I find it interesting but troubling that looking back you and many others say “I wish I had went to Shouldice”. Given the interest in no-mesh hernia repair in the USA I am continuously surprised there are no similar clinics in the USA that specialize in hernias only, mostly no-mesh repair, in a similar manner as Shouldice. One would think the market would meet the demand, but instead the market appears captivated by medical devices and medical products.
MemberMay 21, 2018 at 10:52 pm
Thank you for your feedback. Agreed! When Chevron has to stop you for an ethics violation, you know you have crossed a line!
I don’t think the medical device manufacturing companies have missed this point. Rather it is a line item on their budgets. In other words, even if they lose some money to lawsuits due to mesh complications, they will still turn a big enough profit for it to be worthwhile for them. They likely did the math, crunched the numbers, and realize at the end of the day they will still turn a huge profit.

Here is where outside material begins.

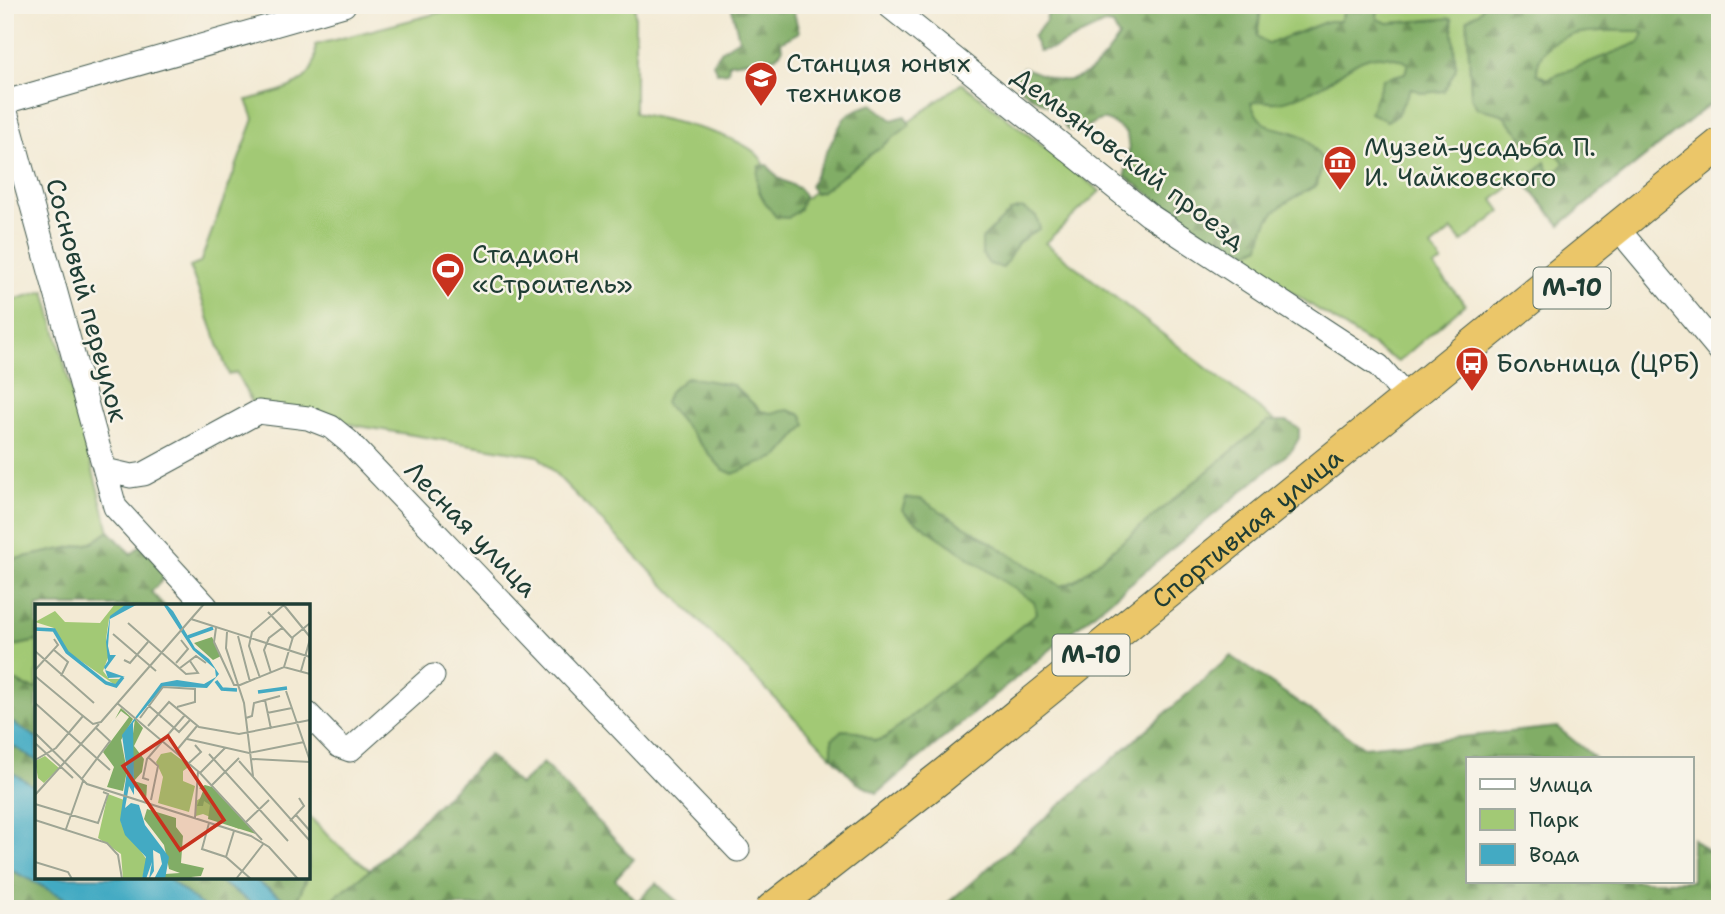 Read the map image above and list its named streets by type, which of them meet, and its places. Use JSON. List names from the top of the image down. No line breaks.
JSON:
{"streets":{"highway":["М-10","Спортивная улица"],"street":["Демьяновский проезд","Сосновый переулок","Лесная улица"]},"crossings":[["Демьяновский проезд","Спортивная улица"],["Сосновый переулок","Лесная улица"]],"places":{"school or university":["Станция юных техников"],"museum":["Музей-усадьба П. И. Чайковского"],"sports":["Стадион «Строитель»"],"bus stop":["Больница (ЦРБ)"]},"legend":["Улица","Парк","Вода"]} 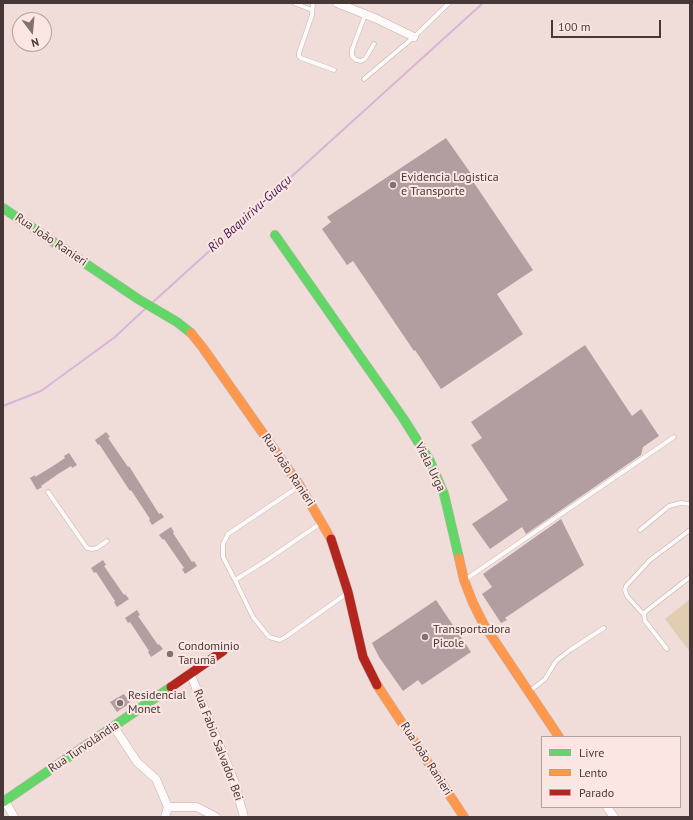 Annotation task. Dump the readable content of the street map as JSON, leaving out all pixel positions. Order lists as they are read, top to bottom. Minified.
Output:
{"streets":{"street":["Rua João Ranieri","Viela Urga","Rua Fabio Salvador Bei","Rua Turvolândia"]},"crossings":[["Rua Fabio Salvador Bei","Rua Turvolândia"]],"water":["Rio Baquirivu-Guaçu"],"places":["Evidencia Logistica e Transporte","Transportadora Picole","Condominio Tarumã","Residencial Monet"],"legend":["Livre","Lento","Parado"],"scale_bar":"100 m","north":"bottom"}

MemberMay 21, 2018 at 9:47 pm
Nice, looks well-written and, more importantly, well-researched.
Very interesting information about Chevron for two reasons:
1. When the oil industry takes a more morally-defensible position than the medical industry, you know there’s a big problem…
2. Because the oil industry never takes a morally-defensible position for altruistic purposes, meaning the scientists and lawyers at Chevron clearly saw potential liability that the medical industry seemingly missed.